*** Opening of Dataset records ***

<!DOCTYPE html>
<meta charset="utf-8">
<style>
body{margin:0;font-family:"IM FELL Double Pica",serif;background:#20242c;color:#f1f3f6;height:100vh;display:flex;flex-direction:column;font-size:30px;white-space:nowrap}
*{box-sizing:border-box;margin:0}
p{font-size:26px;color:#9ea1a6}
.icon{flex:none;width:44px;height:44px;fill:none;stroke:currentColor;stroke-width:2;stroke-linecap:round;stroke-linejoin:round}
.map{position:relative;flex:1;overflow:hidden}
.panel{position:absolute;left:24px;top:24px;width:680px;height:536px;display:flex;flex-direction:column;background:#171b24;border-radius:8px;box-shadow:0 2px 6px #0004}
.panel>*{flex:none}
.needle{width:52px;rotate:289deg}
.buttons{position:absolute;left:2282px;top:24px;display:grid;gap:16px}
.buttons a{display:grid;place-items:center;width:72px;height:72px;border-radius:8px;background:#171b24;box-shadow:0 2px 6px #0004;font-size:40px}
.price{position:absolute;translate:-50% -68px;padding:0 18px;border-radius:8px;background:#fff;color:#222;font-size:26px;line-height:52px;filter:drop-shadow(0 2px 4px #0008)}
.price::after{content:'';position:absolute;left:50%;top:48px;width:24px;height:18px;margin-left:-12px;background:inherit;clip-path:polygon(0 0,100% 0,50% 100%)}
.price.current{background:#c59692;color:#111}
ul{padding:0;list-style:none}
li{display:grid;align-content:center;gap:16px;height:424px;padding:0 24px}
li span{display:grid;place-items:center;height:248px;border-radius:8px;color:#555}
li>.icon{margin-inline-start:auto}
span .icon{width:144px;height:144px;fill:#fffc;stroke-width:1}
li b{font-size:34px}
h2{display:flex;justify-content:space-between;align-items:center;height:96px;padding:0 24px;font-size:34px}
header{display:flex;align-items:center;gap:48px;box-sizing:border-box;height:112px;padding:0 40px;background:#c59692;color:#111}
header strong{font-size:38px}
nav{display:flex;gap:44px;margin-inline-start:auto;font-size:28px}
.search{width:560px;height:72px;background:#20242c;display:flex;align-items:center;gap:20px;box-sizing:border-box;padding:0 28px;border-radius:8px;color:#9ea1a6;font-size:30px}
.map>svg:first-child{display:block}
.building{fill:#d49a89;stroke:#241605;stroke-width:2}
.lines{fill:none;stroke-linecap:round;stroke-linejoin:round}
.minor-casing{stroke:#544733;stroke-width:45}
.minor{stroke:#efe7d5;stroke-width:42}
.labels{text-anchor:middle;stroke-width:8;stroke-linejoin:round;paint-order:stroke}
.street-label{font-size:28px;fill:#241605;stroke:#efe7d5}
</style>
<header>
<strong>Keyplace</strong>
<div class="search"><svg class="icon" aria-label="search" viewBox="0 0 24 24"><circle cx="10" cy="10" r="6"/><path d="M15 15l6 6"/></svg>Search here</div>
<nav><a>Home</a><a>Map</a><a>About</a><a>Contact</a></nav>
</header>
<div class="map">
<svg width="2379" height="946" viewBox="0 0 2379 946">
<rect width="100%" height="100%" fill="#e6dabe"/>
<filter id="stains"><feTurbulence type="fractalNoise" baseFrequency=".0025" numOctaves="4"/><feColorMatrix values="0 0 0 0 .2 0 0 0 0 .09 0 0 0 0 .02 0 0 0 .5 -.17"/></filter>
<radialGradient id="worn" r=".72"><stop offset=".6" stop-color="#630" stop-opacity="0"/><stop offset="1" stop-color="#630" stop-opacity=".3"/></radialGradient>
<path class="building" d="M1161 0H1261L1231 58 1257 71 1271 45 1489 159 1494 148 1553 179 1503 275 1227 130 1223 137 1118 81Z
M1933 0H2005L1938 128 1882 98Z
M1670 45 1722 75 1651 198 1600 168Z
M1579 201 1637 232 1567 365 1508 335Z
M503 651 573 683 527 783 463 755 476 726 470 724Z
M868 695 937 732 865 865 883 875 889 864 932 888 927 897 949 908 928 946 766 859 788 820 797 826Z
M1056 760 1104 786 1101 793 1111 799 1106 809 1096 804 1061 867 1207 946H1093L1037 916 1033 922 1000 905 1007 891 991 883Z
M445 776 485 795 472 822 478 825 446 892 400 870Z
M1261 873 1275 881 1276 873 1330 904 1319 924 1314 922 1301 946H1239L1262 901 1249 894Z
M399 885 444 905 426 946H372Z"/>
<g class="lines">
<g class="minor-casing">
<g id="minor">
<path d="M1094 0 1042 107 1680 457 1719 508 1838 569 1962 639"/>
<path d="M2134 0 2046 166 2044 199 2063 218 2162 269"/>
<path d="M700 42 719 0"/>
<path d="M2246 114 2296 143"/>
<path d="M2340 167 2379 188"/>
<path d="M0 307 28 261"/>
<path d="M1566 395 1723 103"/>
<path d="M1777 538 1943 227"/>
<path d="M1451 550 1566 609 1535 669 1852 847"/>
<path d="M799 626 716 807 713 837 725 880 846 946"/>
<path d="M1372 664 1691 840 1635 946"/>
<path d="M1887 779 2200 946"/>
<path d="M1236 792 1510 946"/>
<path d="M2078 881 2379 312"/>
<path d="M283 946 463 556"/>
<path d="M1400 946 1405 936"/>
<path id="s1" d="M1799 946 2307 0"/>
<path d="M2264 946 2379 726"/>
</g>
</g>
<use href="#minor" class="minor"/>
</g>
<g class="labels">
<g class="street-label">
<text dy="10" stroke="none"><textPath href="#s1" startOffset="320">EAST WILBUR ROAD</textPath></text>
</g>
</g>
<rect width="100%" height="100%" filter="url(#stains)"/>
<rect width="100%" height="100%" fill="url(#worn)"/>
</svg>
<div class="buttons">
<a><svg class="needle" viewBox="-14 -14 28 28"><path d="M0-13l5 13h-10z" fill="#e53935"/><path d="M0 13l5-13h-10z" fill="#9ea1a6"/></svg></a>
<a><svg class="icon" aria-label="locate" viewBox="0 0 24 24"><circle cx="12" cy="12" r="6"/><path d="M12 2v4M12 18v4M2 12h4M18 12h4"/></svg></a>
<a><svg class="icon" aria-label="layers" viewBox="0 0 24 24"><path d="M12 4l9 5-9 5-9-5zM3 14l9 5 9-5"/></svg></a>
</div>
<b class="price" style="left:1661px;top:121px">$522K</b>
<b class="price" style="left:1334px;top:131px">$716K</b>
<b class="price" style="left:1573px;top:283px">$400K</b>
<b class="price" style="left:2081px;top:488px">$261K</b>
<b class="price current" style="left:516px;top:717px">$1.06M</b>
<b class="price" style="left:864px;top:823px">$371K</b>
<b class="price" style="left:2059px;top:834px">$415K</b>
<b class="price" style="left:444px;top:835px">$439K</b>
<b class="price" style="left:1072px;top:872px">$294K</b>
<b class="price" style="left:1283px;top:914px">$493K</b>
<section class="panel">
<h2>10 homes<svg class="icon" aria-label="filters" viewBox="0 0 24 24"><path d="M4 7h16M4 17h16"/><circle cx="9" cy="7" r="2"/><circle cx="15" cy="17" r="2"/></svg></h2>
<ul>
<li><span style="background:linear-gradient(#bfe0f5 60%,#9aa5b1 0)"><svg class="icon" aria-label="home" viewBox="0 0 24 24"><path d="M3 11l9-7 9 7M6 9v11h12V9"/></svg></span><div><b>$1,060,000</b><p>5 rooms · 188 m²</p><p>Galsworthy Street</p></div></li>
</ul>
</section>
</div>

*** Close of Dataset records ***

What you will do: Would you copy each line of the records that contains "absolute"?

Answer below:
.panel{position:absolute;left:24px;top:24px;width:680px;height:536px;display:flex;flex-direction:column;background:#171b24;border-radius:8px;box-shadow:0 2px 6px #0004}
.buttons{position:absolute;left:2282px;top:24px;display:grid;gap:16px}
.price{position:absolute;translate:-50% -68px;padding:0 18px;border-radius:8px;background:#fff;color:#222;font-size:26px;line-height:52px;filter:drop-shadow(0 2px 4px #0008)}
.price::after{content:'';position:absolute;left:50%;top:48px;width:24px;height:18px;margin-left:-12px;background:inherit;clip-path:polygon(0 0,100% 0,50% 100%)}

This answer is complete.